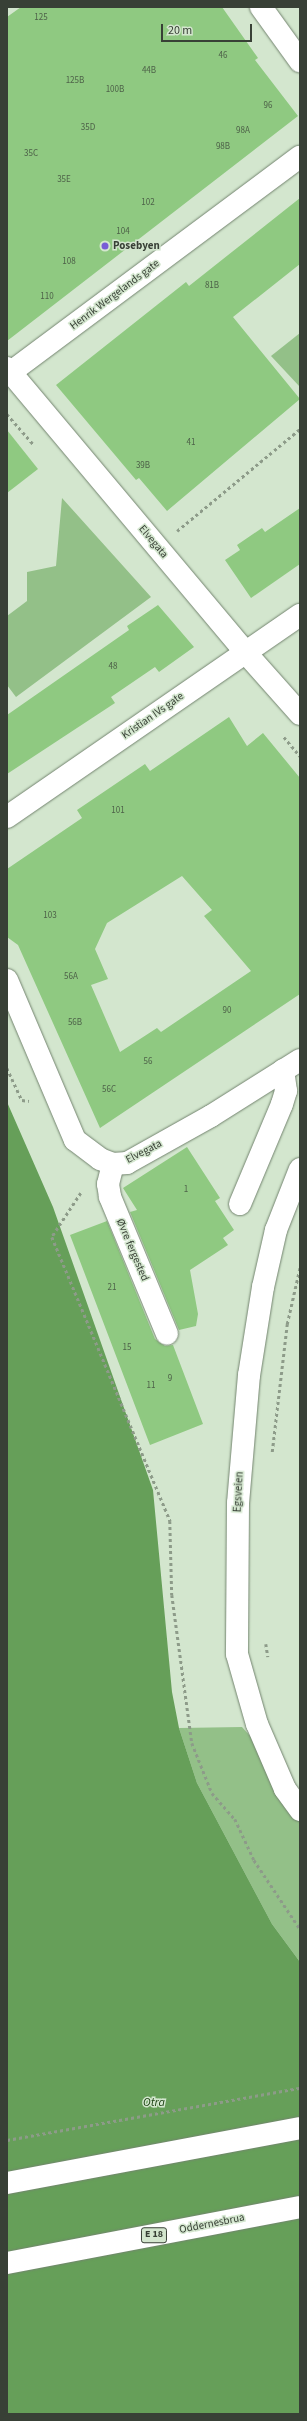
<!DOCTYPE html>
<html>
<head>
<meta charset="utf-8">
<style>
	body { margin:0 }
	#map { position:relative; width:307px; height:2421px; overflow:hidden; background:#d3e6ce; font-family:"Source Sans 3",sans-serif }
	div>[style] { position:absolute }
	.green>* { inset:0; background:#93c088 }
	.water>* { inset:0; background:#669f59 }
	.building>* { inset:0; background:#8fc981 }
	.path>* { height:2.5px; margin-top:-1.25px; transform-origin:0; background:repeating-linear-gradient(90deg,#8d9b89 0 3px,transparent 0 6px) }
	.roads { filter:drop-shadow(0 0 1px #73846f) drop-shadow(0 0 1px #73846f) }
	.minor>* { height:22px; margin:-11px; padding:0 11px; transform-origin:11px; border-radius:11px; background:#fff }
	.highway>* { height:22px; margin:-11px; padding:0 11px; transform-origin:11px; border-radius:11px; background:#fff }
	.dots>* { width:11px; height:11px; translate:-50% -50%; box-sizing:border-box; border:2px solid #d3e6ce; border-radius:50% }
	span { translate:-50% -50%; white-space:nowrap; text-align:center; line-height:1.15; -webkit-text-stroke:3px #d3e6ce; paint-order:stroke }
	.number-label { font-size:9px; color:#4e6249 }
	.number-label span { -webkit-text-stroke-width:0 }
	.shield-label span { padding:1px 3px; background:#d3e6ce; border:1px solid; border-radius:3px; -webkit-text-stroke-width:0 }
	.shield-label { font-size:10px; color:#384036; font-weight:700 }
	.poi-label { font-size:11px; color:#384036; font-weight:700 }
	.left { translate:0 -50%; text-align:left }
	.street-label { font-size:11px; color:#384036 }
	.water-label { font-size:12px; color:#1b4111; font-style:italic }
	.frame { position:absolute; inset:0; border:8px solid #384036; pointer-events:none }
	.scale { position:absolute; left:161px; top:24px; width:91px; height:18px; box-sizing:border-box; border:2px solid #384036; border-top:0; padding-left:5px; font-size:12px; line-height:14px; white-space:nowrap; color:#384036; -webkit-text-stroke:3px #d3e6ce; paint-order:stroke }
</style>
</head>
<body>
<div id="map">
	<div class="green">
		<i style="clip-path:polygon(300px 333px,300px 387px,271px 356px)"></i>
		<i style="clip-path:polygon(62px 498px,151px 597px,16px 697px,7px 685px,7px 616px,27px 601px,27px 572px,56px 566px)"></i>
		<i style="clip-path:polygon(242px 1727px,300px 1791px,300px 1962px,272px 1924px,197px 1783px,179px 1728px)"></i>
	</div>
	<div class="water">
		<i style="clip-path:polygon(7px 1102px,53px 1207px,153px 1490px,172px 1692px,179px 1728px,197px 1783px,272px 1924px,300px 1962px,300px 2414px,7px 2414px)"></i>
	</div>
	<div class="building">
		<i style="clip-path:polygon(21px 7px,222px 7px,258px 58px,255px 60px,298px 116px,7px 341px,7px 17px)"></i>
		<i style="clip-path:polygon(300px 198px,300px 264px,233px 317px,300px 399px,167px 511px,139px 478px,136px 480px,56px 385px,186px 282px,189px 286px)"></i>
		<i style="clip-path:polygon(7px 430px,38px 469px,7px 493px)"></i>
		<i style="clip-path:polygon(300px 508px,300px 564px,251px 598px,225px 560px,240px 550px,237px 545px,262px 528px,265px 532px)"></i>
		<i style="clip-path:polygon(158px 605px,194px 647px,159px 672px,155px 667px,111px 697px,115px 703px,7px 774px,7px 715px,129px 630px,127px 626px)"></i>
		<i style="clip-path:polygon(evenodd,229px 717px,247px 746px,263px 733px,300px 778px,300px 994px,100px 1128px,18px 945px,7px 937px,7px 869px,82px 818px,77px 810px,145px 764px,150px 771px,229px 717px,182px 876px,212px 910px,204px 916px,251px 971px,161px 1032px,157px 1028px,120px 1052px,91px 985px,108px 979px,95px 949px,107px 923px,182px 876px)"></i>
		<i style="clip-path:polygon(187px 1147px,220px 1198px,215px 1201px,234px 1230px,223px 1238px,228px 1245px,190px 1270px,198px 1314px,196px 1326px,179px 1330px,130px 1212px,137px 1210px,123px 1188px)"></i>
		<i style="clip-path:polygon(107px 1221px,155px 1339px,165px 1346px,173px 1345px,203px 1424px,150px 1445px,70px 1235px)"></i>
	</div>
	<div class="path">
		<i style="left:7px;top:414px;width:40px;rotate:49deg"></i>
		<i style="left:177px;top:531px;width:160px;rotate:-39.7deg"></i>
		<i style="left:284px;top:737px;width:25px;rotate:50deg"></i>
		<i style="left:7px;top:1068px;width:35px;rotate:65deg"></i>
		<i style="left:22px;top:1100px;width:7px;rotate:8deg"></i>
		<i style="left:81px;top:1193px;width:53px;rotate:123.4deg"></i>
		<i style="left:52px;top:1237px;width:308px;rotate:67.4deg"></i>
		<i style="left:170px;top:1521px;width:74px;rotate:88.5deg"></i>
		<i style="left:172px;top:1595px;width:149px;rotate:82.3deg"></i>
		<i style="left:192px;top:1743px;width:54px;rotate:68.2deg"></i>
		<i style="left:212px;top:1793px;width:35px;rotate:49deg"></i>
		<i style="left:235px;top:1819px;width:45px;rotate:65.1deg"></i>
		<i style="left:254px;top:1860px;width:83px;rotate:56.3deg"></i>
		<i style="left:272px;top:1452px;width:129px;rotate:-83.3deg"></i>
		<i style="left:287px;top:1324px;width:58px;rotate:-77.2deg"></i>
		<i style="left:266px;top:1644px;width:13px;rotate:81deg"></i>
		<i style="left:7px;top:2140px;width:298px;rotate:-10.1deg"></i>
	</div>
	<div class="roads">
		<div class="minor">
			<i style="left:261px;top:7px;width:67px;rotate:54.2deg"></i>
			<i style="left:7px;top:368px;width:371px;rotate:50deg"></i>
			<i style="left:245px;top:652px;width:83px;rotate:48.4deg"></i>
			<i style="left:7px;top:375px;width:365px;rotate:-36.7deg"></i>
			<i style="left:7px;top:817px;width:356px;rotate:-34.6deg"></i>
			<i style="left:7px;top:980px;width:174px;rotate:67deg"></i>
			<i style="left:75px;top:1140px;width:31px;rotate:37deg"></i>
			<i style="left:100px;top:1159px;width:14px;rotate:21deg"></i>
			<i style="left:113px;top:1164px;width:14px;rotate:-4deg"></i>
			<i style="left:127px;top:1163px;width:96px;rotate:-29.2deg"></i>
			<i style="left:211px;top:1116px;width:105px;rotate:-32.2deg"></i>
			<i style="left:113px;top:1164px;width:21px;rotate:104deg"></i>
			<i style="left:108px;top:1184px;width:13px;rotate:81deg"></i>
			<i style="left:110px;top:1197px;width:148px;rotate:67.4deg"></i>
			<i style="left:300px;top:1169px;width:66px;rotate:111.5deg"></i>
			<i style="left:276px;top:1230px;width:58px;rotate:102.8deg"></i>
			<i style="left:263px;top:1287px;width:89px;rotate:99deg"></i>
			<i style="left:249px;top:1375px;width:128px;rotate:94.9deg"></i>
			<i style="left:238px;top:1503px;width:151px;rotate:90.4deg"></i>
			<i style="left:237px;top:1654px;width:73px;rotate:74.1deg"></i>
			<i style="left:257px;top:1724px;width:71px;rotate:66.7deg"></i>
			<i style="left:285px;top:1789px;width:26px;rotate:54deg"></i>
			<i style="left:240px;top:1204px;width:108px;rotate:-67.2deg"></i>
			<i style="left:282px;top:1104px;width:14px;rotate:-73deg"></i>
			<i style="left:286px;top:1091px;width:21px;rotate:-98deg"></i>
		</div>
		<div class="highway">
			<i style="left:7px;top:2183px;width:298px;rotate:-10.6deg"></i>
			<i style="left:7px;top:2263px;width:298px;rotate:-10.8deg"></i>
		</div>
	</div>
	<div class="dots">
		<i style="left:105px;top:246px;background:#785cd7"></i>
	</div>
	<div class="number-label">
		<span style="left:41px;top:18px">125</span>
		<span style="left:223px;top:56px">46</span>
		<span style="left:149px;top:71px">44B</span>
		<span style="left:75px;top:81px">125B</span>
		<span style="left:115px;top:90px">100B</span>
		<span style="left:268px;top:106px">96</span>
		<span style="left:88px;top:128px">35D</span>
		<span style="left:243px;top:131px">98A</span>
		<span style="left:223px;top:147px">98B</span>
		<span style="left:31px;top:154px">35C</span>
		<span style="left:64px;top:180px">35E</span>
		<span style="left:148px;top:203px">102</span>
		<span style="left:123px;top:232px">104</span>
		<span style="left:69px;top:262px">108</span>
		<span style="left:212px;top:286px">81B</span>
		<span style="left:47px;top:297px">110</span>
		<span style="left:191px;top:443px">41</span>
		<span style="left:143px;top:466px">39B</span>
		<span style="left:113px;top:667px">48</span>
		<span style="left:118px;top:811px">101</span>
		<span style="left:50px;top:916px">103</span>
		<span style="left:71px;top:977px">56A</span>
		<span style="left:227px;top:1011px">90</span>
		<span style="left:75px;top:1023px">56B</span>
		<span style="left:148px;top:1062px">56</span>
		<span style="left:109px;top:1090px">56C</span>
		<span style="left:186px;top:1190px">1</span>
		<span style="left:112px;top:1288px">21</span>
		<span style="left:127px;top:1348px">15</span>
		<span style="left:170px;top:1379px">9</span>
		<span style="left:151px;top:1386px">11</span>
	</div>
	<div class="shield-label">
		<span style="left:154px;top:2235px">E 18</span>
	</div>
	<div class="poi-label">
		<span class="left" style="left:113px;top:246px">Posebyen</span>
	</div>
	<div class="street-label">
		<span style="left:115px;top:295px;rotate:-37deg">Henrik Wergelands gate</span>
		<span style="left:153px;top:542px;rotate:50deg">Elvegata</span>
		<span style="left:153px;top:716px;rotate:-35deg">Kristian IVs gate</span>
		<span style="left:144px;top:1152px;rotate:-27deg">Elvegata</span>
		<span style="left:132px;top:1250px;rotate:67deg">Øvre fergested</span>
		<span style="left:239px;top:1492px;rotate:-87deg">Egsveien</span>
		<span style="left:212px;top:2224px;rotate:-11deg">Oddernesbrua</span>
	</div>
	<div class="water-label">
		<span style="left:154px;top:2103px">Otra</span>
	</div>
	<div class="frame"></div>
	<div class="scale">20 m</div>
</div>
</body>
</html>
----
WHAT TO DO: For this answer, return word for word the lines from the first line of the records through the line containing "filter:drop-shadow(0 0 1px". Omit the pictures.

ANSWER BELOW:
<!DOCTYPE html>
<html>
<head>
<meta charset="utf-8">
<style>
	body { margin:0 }
	#map { position:relative; width:307px; height:2421px; overflow:hidden; background:#d3e6ce; font-family:"Source Sans 3",sans-serif }
	div>[style] { position:absolute }
	.green>* { inset:0; background:#93c088 }
	.water>* { inset:0; background:#669f59 }
	.building>* { inset:0; background:#8fc981 }
	.path>* { height:2.5px; margin-top:-1.25px; transform-origin:0; background:repeating-linear-gradient(90deg,#8d9b89 0 3px,transparent 0 6px) }
	.roads { filter:drop-shadow(0 0 1px #73846f) drop-shadow(0 0 1px #73846f) }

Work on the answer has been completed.